After two weeks of being absent from Higher Achievement, we returned Tuesday and were welcomed with open arms. The kids seemed very excited to see us again, which was an awesome way to start off rehearsal. We were missing a few students, but we knew that would be a common occurrence when working with Higher Achievement. We started off the evening by playing a theater game that was similar to the one we played in class that one time! Melissa, Kit, and I came up with different scenarios in which the children would act out in front of their classrooms. Some examples of these scenarios were getting a new puppy, being told to do homework by your mom, or learning that it was a snow day. The boys were much more willing to participate than the girls and they got very very into it. The girls started participating as we got more into the game and they seemed to enjoy it as well. This game was really fun for them and they got a chance to practice their acting skills by being dramatic and emotional, which they usually aren’t allowed to behave like during school or mentoring sessions. I was actually very surprised at a lot of the children’s reactions to some of the scenarios. For example, some of the first things that the children would guess would be someone being robbed, mugged, murdered, or shot. None of our scenarios entitled these situations, so I found it interesting that these were the first things that came to their minds.
After the theater game, we split the children into three groups where each group was managed by Kit, Melissa, or myself. We had them highlight each of their characters’ lines and as well as rehearse some of their lines. In my group, we went in a circle where each student would practice saying some of their lines. The students were also really excited when looking through the script and finding their specific lines. When we were rehearsing the lines, I was extremely impressed with how well they were able to read them. In particular, one of the leading men in my group did an amazing job at acting as well as handling different pronunciations. When I asked if they understood what they just read, they would always say no. I would try my best to explain to them what their character is saying and how it relates to the rest of the play. I enjoyed this part a lot because it showed me how the children are actually learning the old English and starting to understand more about what the play entails.
Monday, October 19th was an exciting day for Act 4 of the Jepson Shakespeare Project!
We showed up to John Marshall with enough numbers to have a successful first rehearsal. Upon our arrival, we did a quick name refresher in case they forgot ours (and we most definitely forgot some of their names). We jumped right into some acting games to warm up and get comfortable with one another. First, we played zip zap zop which actually got pretty competitive. Then, we played the Honey, will you marry me? game, which Allison had to explain to everyone. To play, you ask the person next to you “honey, will you marry me?” in a way that will make that person laugh and they are trying not to laugh or else they are out of the game. It was pretty funny since there was only one guy and six girls. Surprisingly, they all got really into the game and tried so hard to make each other laugh, us included.
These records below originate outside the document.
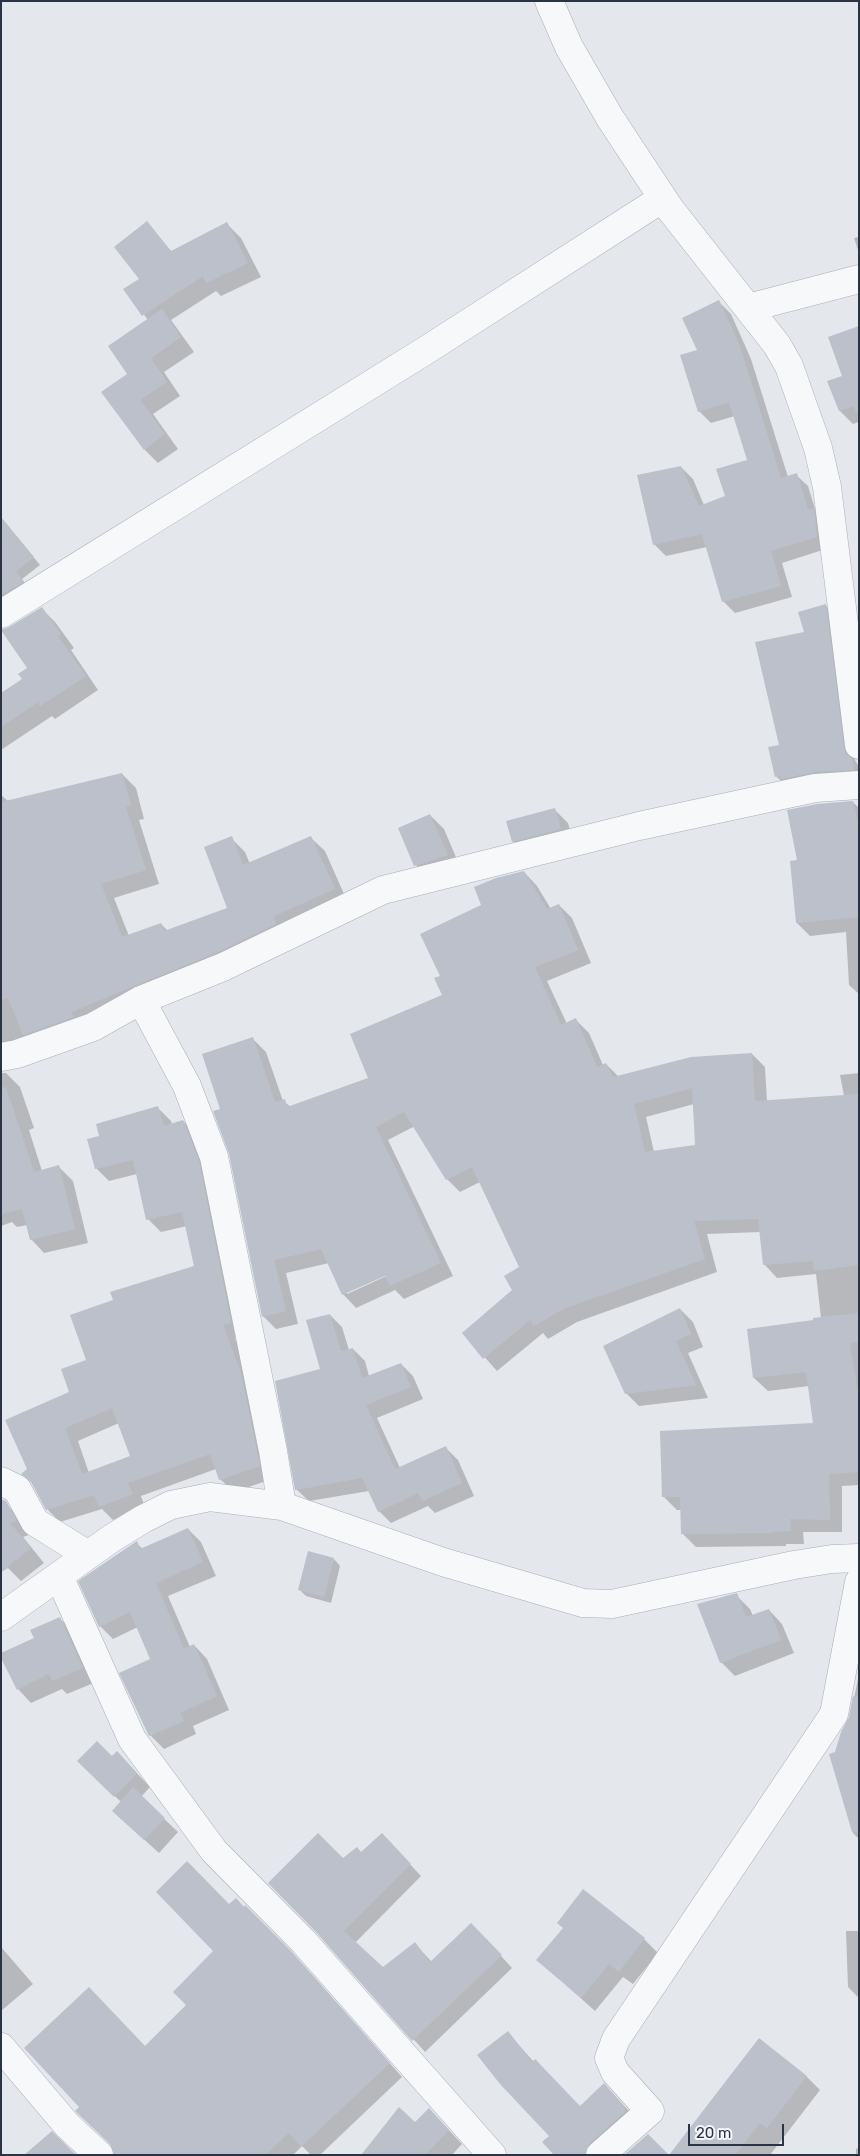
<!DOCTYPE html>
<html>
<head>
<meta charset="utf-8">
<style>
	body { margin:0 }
	#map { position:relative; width:860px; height:2156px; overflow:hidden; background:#e4e7ec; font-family:Rubik,sans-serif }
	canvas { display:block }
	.frame { position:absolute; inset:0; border:2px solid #2b3445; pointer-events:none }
	.scale { position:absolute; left:688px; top:2124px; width:96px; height:22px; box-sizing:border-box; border:2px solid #2b3445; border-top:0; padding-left:6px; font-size:15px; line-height:18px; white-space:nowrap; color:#2b3445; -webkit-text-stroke:4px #f4f6f9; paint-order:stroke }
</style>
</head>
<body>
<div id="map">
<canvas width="860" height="2156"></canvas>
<div class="frame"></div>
<div class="scale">20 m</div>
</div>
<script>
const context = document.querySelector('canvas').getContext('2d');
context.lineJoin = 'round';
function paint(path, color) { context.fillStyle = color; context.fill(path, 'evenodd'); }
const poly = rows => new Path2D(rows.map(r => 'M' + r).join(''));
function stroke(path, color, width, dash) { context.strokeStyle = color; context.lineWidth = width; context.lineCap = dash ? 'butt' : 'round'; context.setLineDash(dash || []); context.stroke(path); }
const shadow = poly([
	[146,223,172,252,227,224,241,238,261,277,221,296,216,291,171,320,194,352,164,372,180,396,153,414,178,449,158,463,145,450,103,393,129,375,148,320,125,289,140,279],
	[859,237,859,253,854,238],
	[719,302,731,314,751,359,788,477,796,475,808,486,816,512,825,521,829,548,782,563,792,597,735,613,723,601,707,547,666,556,654,544,681,467,693,479,704,505,726,496,749,461,735,416,711,423,699,411,698,351],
	[859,327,859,422,853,424,840,411,829,382,844,376],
	[17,537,40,565,22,579,29,589,1,607,1,538],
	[825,605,838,617,855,760,859,767,859,782,789,789,776,776,780,746,806,632],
	[42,609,55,622,74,648,71,650,98,690,55,719,52,716,1,750,1,694,23,679,29,669],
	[122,774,136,788,144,819,139,820,159,884,114,898,129,936,161,924,168,931,229,908,231,838,245,852,250,864,311,838,325,851,348,903,1,1064,1,795,8,801],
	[853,802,859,808,859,994,849,985,846,932,810,936,797,923,799,861],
	[554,809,568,823,574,843,527,855,513,841],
	[430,815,444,829,461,869,429,879,416,865],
	[524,872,537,886,551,909,559,905,572,918,591,963,547,981,567,1024,576,1020,589,1033,603,1065,606,1064,619,1077,752,1054,765,1067,767,1101,844,1096,840,1075,859,1073,859,1485,842,1486,842,1532,803,1532,804,1544,786,1544,786,1546,696,1547,683,1534,682,1510,677,1510,664,1497,815,1424,809,1386,768,1391,754,1378,748,1330,815,1322,821,1318,816,1274,777,1278,764,1264,761,1232,707,1234,717,1272,577,1322,548,1339,543,1333,497,1371,463,1333,514,1291,520,1267,480,1182,460,1192,447,1179,415,1126,388,1140,453,1276,404,1299,395,1290,356,1308,343,1294,329,1263,286,1273,298,1324,276,1329,263,1316,221,1110,253,1039,266,1052,283,1101,291,1107,369,1079,443,996,441,976,483,906],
	[694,1104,696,1146,654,1152,646,1117],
	[390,1272,391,1274,347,1294,347,1291],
	[1,1073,6,1073,20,1087,34,1128,29,1130,42,1171,59,1167,73,1181,88,1243,44,1253,31,1239,27,1225,17,1227,12,1222,1,1226],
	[158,1108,171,1121,172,1124,183,1121,196,1134,244,1336,235,1338,254,1387,272,1479,234,1492,220,1479,216,1469,141,1496,145,1507,113,1520,102,1509,60,1522,47,1509,28,1469,71,1393,115,1301,195,1266,187,1226,161,1232,148,1219,137,1174,109,1181,96,1168,101,1136],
	[119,1423,131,1456,89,1473,78,1441],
	[680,1309,693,1322,703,1347,688,1353,708,1398,639,1406,626,1393],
	[330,1315,342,1327,349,1350,353,1349,365,1361,369,1376,401,1364,413,1376,423,1399,377,1418,400,1468,446,1448,458,1460,474,1496,435,1513,428,1506,391,1523,379,1511,369,1491,309,1501,296,1489,322,1370],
	[1,1500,19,1516,29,1535,23,1537,44,1563,21,1581,8,1568,1,1572],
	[188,1529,201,1542,216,1576,168,1596,190,1647,194,1645,207,1659,229,1710,193,1726,196,1734,164,1749,150,1735,121,1673,152,1659,138,1627,113,1639,100,1626,136,1543,143,1549],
	[334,1559,340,1566,331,1603,306,1596,299,1589],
	[736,1595,750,1609,753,1616,769,1610,782,1624,794,1653,735,1676,721,1662],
	[60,1619,74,1632,96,1682,67,1694,62,1689,31,1703,18,1689,35,1639],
	[859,1674,859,1839,853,1833,830,1755,836,1753,850,1718],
	[112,1758,131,1767,150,1787,141,1797,178,1832,159,1853,127,1824,121,1802,79,1761],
	[393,1846,421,1876,355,1943,383,1969,415,1944,432,1962,483,1936,512,1968,425,2052,316,1930,343,1860],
	[229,1906,305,1967,402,2077,320,2155,311,2155,302,2146,293,2155,121,2155,79,2113,188,2005,215,1951],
	[846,1931,859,1931,859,1998,848,1987],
	[644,1939,658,1953,633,1984,623,1977,595,2011,538,1960],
	[1,1947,33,1984,1,2011],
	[508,2033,534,2062,580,2107,617,2098,638,2121,605,2155,556,2155,551,2136],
	[759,2040,807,2077,820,2090,770,2155,670,2155],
	[429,2109,462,2144,452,2155,362,2155,415,2124],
	[859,2148,859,2155,856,2155,856,2149]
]);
const building = poly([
	[147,221,171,251,227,222,248,263,206,283,203,276,142,316,123,289,139,279,114,247],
	[719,300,740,346,781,478,797,473,808,510,814,508,817,537,771,551,781,586,722,602,702,534,653,545,637,475,681,466,699,506,725,496,716,469,747,460,729,402,698,412,680,355,697,350,682,318],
	[162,309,181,337,151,358,167,382,140,400,165,434,144,450,101,392,127,374,108,346],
	[859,326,859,411,856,412,854,406,839,411,827,381,842,376,828,337],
	[1,517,34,557,16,571,24,582,1,595],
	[826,604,844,747,846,754,852,759,854,770,814,772,781,779,780,776,775,777,768,747,779,745,755,642,804,632,798,612],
	[42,607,61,634,58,636,86,676,40,706,38,702,1,727,1,693,22,679,18,674,27,668,1,630,9,627],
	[122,773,131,805,126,807,146,870,101,884,122,937,161,923,164,931,227,908,204,847,232,836,243,865,311,836,335,889,274,916,276,924,218,952,71,1012,74,1017,23,1035,8,998,1,1000,1,802],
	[853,801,859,827,859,917,796,923,790,861,797,860,787,810,817,804],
	[555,808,561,829,512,842,506,821],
	[430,814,448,855,414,866,398,828],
	[524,871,547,909,559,904,578,950,535,967,561,1025,576,1018,597,1067,606,1063,613,1077,691,1057,752,1053,755,1101,859,1094,859,1265,814,1271,813,1261,763,1265,758,1219,694,1221,705,1259,563,1309,534,1326,530,1320,483,1359,462,1333,512,1290,504,1276,519,1267,472,1167,446,1180,404,1112,376,1127,441,1263,390,1286,385,1276,342,1295,321,1249,274,1260,286,1311,262,1317,229,1154,213,1111,220,1109,202,1054,253,1037,275,1102,285,1099,287,1107,368,1078,350,1034,442,995,434,978,440,976,420,934,481,905,474,887,496,878],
	[692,1088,695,1145,645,1152,634,1104],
	[6,1087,34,1172,59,1165,75,1229,30,1240,22,1209,1,1214,1,1088],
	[158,1106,164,1126,183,1120,199,1161,231,1323,223,1325,241,1373,260,1466,219,1480,210,1454,128,1483,133,1494,99,1507,94,1495,46,1510,31,1482,21,1474,27,1469,5,1420,69,1392,61,1369,86,1360,70,1315,113,1300,110,1292,194,1266,182,1212,146,1220,133,1160,95,1169,87,1139,99,1136,96,1124],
	[112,1408,130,1456,82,1474,65,1428],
	[680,1308,691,1334,676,1341,696,1385,625,1394,603,1346],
	[859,1313,859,1342,850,1343,859,1399,859,1472,829,1474,830,1520,790,1519,791,1531,773,1532,773,1533,681,1534,680,1497,662,1497,660,1431,813,1423,806,1372,753,1378,747,1329,813,1320,813,1318],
	[330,1314,341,1351,353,1348,362,1378,401,1363,411,1387,366,1405,395,1469,446,1446,462,1483,422,1501,418,1493,378,1512,362,1478,295,1490,275,1381,320,1369,306,1320],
	[1,1499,6,1501,17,1521,10,1523,31,1548,1,1572],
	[188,1528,203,1562,156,1583,184,1649,194,1644,217,1696,180,1713,184,1721,149,1736,119,1673,150,1659,130,1612,99,1627,78,1581,137,1541,140,1549],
	[308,1551,334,1558,324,1597,298,1590],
	[737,1593,746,1617,769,1609,781,1640,720,1663,697,1604],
	[60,1617,83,1668,52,1681,49,1674,17,1690,1,1658,1,1653,34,1638,30,1630],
	[853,1696,859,1697,859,1831,852,1832,829,1754,835,1752,841,1732,849,1717],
	[97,1741,112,1756,117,1751,137,1773,114,1797,77,1761],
	[133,1787,165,1818,144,1840,112,1811],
	[318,1833,343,1858,357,1847,361,1852,382,1833,411,1864,344,1931,383,1967,415,1942,430,1962,471,1923,502,1955,412,2041,315,1931,268,1883],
	[187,1861,229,1904,236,1898,244,1907,245,1905,292,1952,390,2063,301,2147,289,2133,265,2155,114,2155,110,2144,75,2111,79,2107,24,2048,89,1987,145,2046,186,2005,173,1992,213,1951,156,1892],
	[583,1889,645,1938,619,1972,609,1964,581,1998,536,1960,563,1928,557,1923],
	[508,2031,532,2062,535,2059,580,2106,604,2083,625,2107,624,2109,626,2111,589,2144,585,2155,554,2155,542,2142,549,2136,500,2084,477,2055],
	[759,2038,807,2076,767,2128,760,2123,735,2155,624,2155,648,2134,669,2155],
	[399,2107,415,2122,429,2108,449,2130,425,2155,361,2155],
	[52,2131,76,2155,24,2155]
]);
const minor = poly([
	[549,1,569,47,610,118,670,209,777,345,789,366,818,448,827,487,859,745],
	[748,308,859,279],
	[1,614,428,349,663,198],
	[141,1000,187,1086,214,1157,273,1451,282,1506],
	[1,1057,17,1054,93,1027,141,1000,223,967,383,890,639,826,815,788,859,785],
	[1,1481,17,1489,35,1522,88,1555],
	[59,1576,132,1739,214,1851,303,1941,492,2155],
	[1,1617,112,1538,143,1519,171,1505,210,1497,282,1506,443,1562,583,1603,612,1604,794,1565,832,1559,859,1558],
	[1,2047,67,2125,99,2155],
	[600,2155,650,2111,615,2072,609,2058,616,2039,834,1714,859,1582]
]);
paint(shadow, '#0003');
paint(building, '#bbc0ca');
stroke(minor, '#a9aeb7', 29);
stroke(minor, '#f7f8fa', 28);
</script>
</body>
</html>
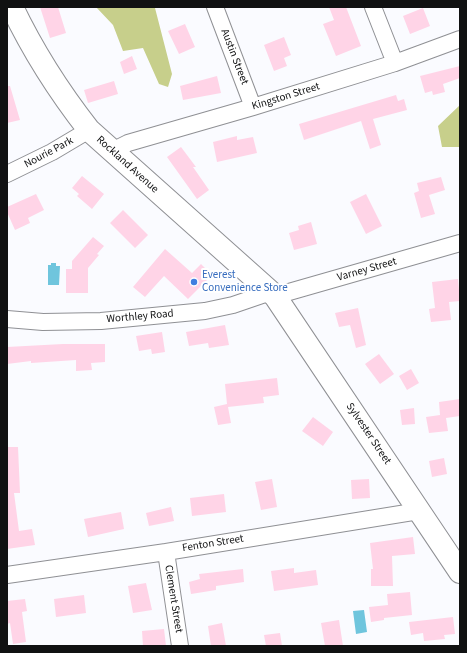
<!DOCTYPE html>
<style>
body{margin:0}
#map{position:relative;width:467px;height:653px;overflow:hidden;background:#fafbff;font-family:"Source Sans 3",sans-serif}
canvas{display:block}
.frame{position:absolute;inset:0;border:8px solid #101112;pointer-events:none}
</style>
<div id="map">
<canvas width="467" height="653"></canvas>
<div class="frame"></div>
</div>
<script>
const context = document.querySelector('canvas').getContext('2d');
context.lineJoin = 'round';
function fill(path, color) { context.fillStyle = color; context.fill(path, 'evenodd'); }
function strokePath(path, color, width, dash) { context.strokeStyle = color; context.lineWidth = width; context.lineCap = dash ? 'butt' : 'round'; context.setLineDash(dash || []); context.stroke(path); }
function write(font, color, halo, rows, align = 'center') {
  context.font = font + ' "Source Sans 3",sans-serif'; context.lineWidth = 4; context.setLineDash([]); context.textBaseline = 'middle'; context.strokeStyle = halo; context.fillStyle = color; for (const [text, x, y, turn = 0] of rows) {
    context.save(); context.translate(x, y); context.rotate((+turn || 0) * Math.PI / 180); context.textAlign = isNaN(turn) ? turn : align; if (halo) context.strokeText(text, 0, 0); context.fillText(text, 0, 0); context.restore();
  }
}
fill(new Path2D(`
 M 96,7 L 155,8 L 172,74 L 168,87 L 159,84 L 143,48 L 123,51 L 113,25 Z
 M 460,105 L 460,147 L 442,147 L 438,126 Z`), '#c7cf8b');
fill(new Path2D(`
 M 51,263 L 56,263 L 56,266 L 60,266 L 59,285 L 48,285 L 48,265 L 51,265 Z
 M 364,610 L 367,632 L 356,634 L 353,611 Z`), '#6fc5dd');
fill(new Path2D(`
 M 40,7 L 58,7 L 66,33 L 50,38 Z
 M 329,7 L 346,7 L 361,46 L 336,56 L 323,24 L 334,20 Z
 M 423,8 L 430,26 L 410,34 L 403,16 Z
 M 185,24 L 195,47 L 179,54 L 168,31 Z
 M 284,37 L 291,55 L 284,58 L 287,66 L 274,71 L 264,45 Z
 M 132,56 L 137,69 L 124,74 L 120,62 Z
 M 460,66 L 460,78 L 443,84 L 445,92 L 433,95 L 432,91 L 425,93 L 420,76 Z
 M 217,76 L 221,93 L 183,100 L 180,86 Z
 M 114,81 L 118,94 L 88,103 L 84,90 Z
 M 7,86 L 10,86 L 20,120 L 7,123 Z
 M 396,95 L 398,101 L 404,99 L 407,110 L 373,119 L 381,145 L 370,149 L 361,121 L 304,140 L 299,124 Z
 M 237,136 L 237,140 L 253,137 L 257,153 L 217,162 L 213,142 Z
 M 181,147 L 196,167 L 193,167 L 209,190 L 197,199 L 167,157 Z
 M 82,176 L 104,194 L 92,209 L 77,196 L 79,194 L 72,188 Z
 M 441,177 L 445,190 L 429,195 L 435,214 L 421,218 L 414,193 L 419,191 L 417,183 Z
 M 36,194 L 44,210 L 28,218 L 30,223 L 15,230 L 7,212 L 7,207 Z
 M 366,194 L 382,226 L 366,234 L 350,202 Z
 M 123,210 L 148,235 L 135,248 L 110,223 Z
 M 311,222 L 317,244 L 294,250 L 289,233 L 299,230 L 298,226 Z
 M 93,237 L 104,246 L 97,254 L 99,255 L 88,268 L 88,293 L 66,293 L 66,269 L 72,269 L 72,261 Z
 M 165,249 L 192,273 L 201,264 L 212,275 L 188,299 L 164,276 L 145,297 L 133,287 Z
 M 458,279 L 460,301 L 449,302 L 451,320 L 431,322 L 429,309 L 435,308 L 432,282 Z
 M 358,308 L 366,345 L 356,348 L 350,325 L 339,327 L 335,313 Z
 M 225,325 L 229,345 L 209,348 L 208,343 L 189,346 L 186,332 Z
 M 162,332 L 165,352 L 152,354 L 151,349 L 139,351 L 136,336 Z
 M 63,344 L 105,344 L 105,362 L 91,363 L 92,370 L 76,371 L 76,360 L 31,363 L 31,361 L 7,364 L 7,347 Z
 M 379,354 L 394,374 L 380,384 L 365,364 Z
 M 411,369 L 419,383 L 407,390 L 399,376 Z
 M 277,378 L 279,395 L 263,397 L 264,403 L 228,407 L 231,423 L 218,425 L 214,407 L 227,404 L 225,384 Z
 M 460,399 L 460,416 L 446,418 L 448,431 L 429,433 L 426,417 L 440,415 L 439,402 Z
 M 414,408 L 415,424 L 402,425 L 400,410 Z
 M 313,417 L 333,432 L 323,446 L 302,431 Z
 M 7,447 L 18,447 L 20,493 L 14,493 L 19,531 L 32,529 L 35,545 L 7,549 Z
 M 444,458 L 447,474 L 432,477 L 429,461 Z
 M 272,479 L 277,507 L 261,510 L 255,482 Z
 M 369,479 L 370,498 L 352,499 L 351,480 Z
 M 224,494 L 226,512 L 192,516 L 190,498 Z
 M 171,507 L 174,521 L 149,526 L 146,513 Z
 M 121,512 L 124,529 L 88,537 L 84,519 Z
 M 413,537 L 415,554 L 392,556 L 393,586 L 371,586 L 371,569 L 373,569 L 370,543 Z
 M 294,568 L 294,573 L 316,570 L 318,585 L 274,591 L 271,571 Z
 M 243,569 L 244,582 L 216,586 L 216,590 L 191,594 L 189,582 L 200,579 L 199,574 Z
 M 146,583 L 152,610 L 133,613 L 128,586 Z
 M 410,592 L 412,615 L 384,618 L 384,620 L 371,622 L 369,607 L 388,605 L 387,594 Z
 M 84,595 L 86,613 L 56,617 L 54,599 Z
 M 25,599 L 27,611 L 22,612 L 26,642 L 13,644 L 10,623 L 7,624 L 7,601 Z
 M 453,617 L 455,634 L 444,635 L 445,639 L 424,641 L 423,633 L 411,635 L 409,622 Z
 M 339,620 L 343,646 L 325,646 L 321,623 Z
 M 222,623 L 226,646 L 211,646 L 208,626 Z
 M 164,629 L 166,646 L 143,646 L 142,631 Z
 M 280,633 L 282,646 L 266,646 L 264,635 Z`), '#ffd4e7');
const street = new Path2D(`
 M 215,7 L 253,107
 M 373,7 L 395,63
 M 112,151 L 128,143 L 253,107 L 395,63 L 460,39
 M 7,174 L 52,152 L 89,130
 M 275,296 L 460,243
 M 7,319 L 43,322 L 101,321 L 205,311 L 233,305 L 271,292
 M 166,552 L 180,646
 M 7,575 L 166,552 L 419,511`);
const secondary = new Path2D(`
 M 12,7 C 33,51 60,93 89,130 L 275,296 L 460,572`);
strokePath(street, '#8f9094', 18);
strokePath(secondary, '#8f9094', 24);
strokePath(street, '#fff', 16);
strokePath(secondary, '#fff', 22);
for (const [x, y, r, color] of [
 [194,282,4,"#3f7fe0"]
]) { const dot = new Path2D(); dot.arc(x, y, r, 0, 2 * Math.PI); context.fillStyle = color; context.fill(dot); strokePath(dot, '#fff', 1.5); }
write('11px', '#101112', '#fff', [
 ["Austin Street",234,57,69],
 ["Kingston Street",286,97,-17],
 ["Nourie Park",49,153,-28],
 ["Rockland Avenue",127,165,42],
 ["Varney Street",367,270,-16],
 ["Worthley Road",140,317,-5],
 ["Sylvester Street",368,434,56],
 ["Fenton Street",213,544,-9],
 ["Clement Street",173,599,81]
]);
write('11px', '#366cbe', '#fff', [
 ["Everest",202,276],
 ["Convenience Store",202,289]
], 'left');
</script>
What I love about this group is that they are not afraid to get out of their comfort zone and are really good at participating!
After a good warm up, we had everyone get out their scripts and proceeded to do a read through of the first half of scene 1, act 4. We read from Titania’s “Come, sit thee down…” line up until the part where Theseus, Hippolyta, and Egeus enter the scene. While reading through that section, we stopped a few times to explain what was going on, and offer possible staging ideas. I wrote down their ideas in the margins of my script. We asked the students which roles they potentially wanted to play, which turned into actually casting the roles to those students. Because of our low numbers, and having all of the characters in act 4, some students had to double up. Molly, Allison and I will most likely be playing the fairies (YAY).
After we assigned roles, our group went into the hallway and ran through the first three pages of our script twice. We tried out some of the staging ideas we brainstormed earlier in the class room.
It’s awesome how enthusiastic these students are to be a part of the Jepson Shakespeare Project! When we left the rehearsal, Allison and I couldn’t get over how well they participated in the acting games and reading through the script. We look forward to meeting with them this coming Monday.
Also, the students finally decided they want to have a donkey head instead of a unicorn head for Bottom. We’re making moves…
Unfortunately, we were unable to meet with the John Marshall students last Monday since we were on fall break until Wednesday. We notified Laura that we would be returning the following Monday, Oct 19th for our next rehearsal.
In the mean time, we are trying to finalize our prop list for the first part of act 4. Last time we met with the students, we told them that it is really up to them how they want to stage the movements based on the text. During our last work day, Molly, Allison and I brainstormed some stage directions for each character to give the students an idea of what may work for certain scenes. On Thursday, I went through our script and wrote down any notes or ideas that came to mind.
The last few visits to John Marshall were unsuccessful in terms of being able to start working with the students on the script and begin casting, so we are hoping that this coming Monday there will be enough students to get started!